== Segment start ==
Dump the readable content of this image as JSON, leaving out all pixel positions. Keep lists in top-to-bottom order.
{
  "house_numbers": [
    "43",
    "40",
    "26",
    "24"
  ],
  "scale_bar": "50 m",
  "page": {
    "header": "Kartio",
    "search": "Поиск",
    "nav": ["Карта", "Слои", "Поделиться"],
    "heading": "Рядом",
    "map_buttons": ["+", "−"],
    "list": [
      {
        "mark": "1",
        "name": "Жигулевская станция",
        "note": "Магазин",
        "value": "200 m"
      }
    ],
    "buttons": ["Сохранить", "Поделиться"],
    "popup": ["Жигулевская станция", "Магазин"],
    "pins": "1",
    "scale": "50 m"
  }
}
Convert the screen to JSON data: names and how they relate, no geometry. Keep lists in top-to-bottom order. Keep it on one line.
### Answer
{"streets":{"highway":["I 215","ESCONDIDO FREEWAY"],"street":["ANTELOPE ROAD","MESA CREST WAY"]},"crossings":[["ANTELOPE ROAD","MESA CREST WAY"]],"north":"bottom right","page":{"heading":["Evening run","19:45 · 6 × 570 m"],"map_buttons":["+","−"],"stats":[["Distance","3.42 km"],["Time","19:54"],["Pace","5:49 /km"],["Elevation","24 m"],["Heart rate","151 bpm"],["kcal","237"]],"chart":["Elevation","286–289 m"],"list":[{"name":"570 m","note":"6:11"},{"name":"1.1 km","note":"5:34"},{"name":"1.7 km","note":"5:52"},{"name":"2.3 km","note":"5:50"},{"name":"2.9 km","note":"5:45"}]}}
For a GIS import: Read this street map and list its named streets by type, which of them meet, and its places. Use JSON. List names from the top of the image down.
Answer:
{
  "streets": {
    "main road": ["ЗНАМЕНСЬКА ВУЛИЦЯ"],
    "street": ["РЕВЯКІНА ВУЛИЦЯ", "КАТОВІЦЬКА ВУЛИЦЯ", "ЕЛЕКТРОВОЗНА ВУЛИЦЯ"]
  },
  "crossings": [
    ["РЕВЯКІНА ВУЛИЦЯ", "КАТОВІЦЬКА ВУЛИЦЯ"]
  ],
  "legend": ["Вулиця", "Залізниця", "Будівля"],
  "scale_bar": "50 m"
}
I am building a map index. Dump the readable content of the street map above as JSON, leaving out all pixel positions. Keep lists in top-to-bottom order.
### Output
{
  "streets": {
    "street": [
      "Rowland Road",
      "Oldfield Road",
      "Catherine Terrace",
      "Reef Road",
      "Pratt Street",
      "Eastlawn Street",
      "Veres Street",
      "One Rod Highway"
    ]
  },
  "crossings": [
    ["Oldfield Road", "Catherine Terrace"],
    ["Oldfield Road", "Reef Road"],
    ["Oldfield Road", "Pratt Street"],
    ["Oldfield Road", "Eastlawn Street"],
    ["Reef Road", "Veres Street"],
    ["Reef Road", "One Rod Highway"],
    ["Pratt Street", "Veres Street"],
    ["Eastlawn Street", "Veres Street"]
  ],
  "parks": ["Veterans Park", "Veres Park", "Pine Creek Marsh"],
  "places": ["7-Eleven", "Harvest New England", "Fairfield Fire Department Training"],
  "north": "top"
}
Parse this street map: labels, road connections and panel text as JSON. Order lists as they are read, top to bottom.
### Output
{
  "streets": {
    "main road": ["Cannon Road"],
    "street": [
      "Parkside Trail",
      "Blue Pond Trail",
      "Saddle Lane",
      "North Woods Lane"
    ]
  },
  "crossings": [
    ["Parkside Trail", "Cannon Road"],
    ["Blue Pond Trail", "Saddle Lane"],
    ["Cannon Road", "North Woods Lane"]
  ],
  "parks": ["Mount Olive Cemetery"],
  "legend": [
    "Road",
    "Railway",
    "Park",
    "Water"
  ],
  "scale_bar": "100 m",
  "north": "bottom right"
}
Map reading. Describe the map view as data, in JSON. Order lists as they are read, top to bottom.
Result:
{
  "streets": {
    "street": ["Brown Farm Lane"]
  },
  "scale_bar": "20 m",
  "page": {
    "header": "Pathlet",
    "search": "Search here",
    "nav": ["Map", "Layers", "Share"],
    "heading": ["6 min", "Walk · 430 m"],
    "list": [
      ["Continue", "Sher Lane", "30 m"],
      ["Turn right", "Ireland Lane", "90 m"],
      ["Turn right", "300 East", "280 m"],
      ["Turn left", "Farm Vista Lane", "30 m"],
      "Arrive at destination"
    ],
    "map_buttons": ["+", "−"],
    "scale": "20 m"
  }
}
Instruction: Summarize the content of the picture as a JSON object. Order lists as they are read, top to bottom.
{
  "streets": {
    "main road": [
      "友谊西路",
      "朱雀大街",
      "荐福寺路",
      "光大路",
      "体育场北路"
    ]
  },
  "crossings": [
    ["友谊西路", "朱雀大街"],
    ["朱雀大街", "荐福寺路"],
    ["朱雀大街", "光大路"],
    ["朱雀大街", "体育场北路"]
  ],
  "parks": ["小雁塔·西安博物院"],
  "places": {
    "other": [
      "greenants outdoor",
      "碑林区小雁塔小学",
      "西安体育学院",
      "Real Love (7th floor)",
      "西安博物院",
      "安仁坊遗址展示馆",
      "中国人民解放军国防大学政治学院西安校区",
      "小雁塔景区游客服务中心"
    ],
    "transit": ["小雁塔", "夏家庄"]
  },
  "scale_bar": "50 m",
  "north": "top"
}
== Segment end ==
The response must contain each line above that holds the string "data".

Written reply >>
Convert the screen to JSON data: names and how they relate, no geometry. Keep lists in top-to-bottom order. Keep it on one line.
Map reading. Describe the map view as data, in JSON. Order lists as they are read, top to bottom.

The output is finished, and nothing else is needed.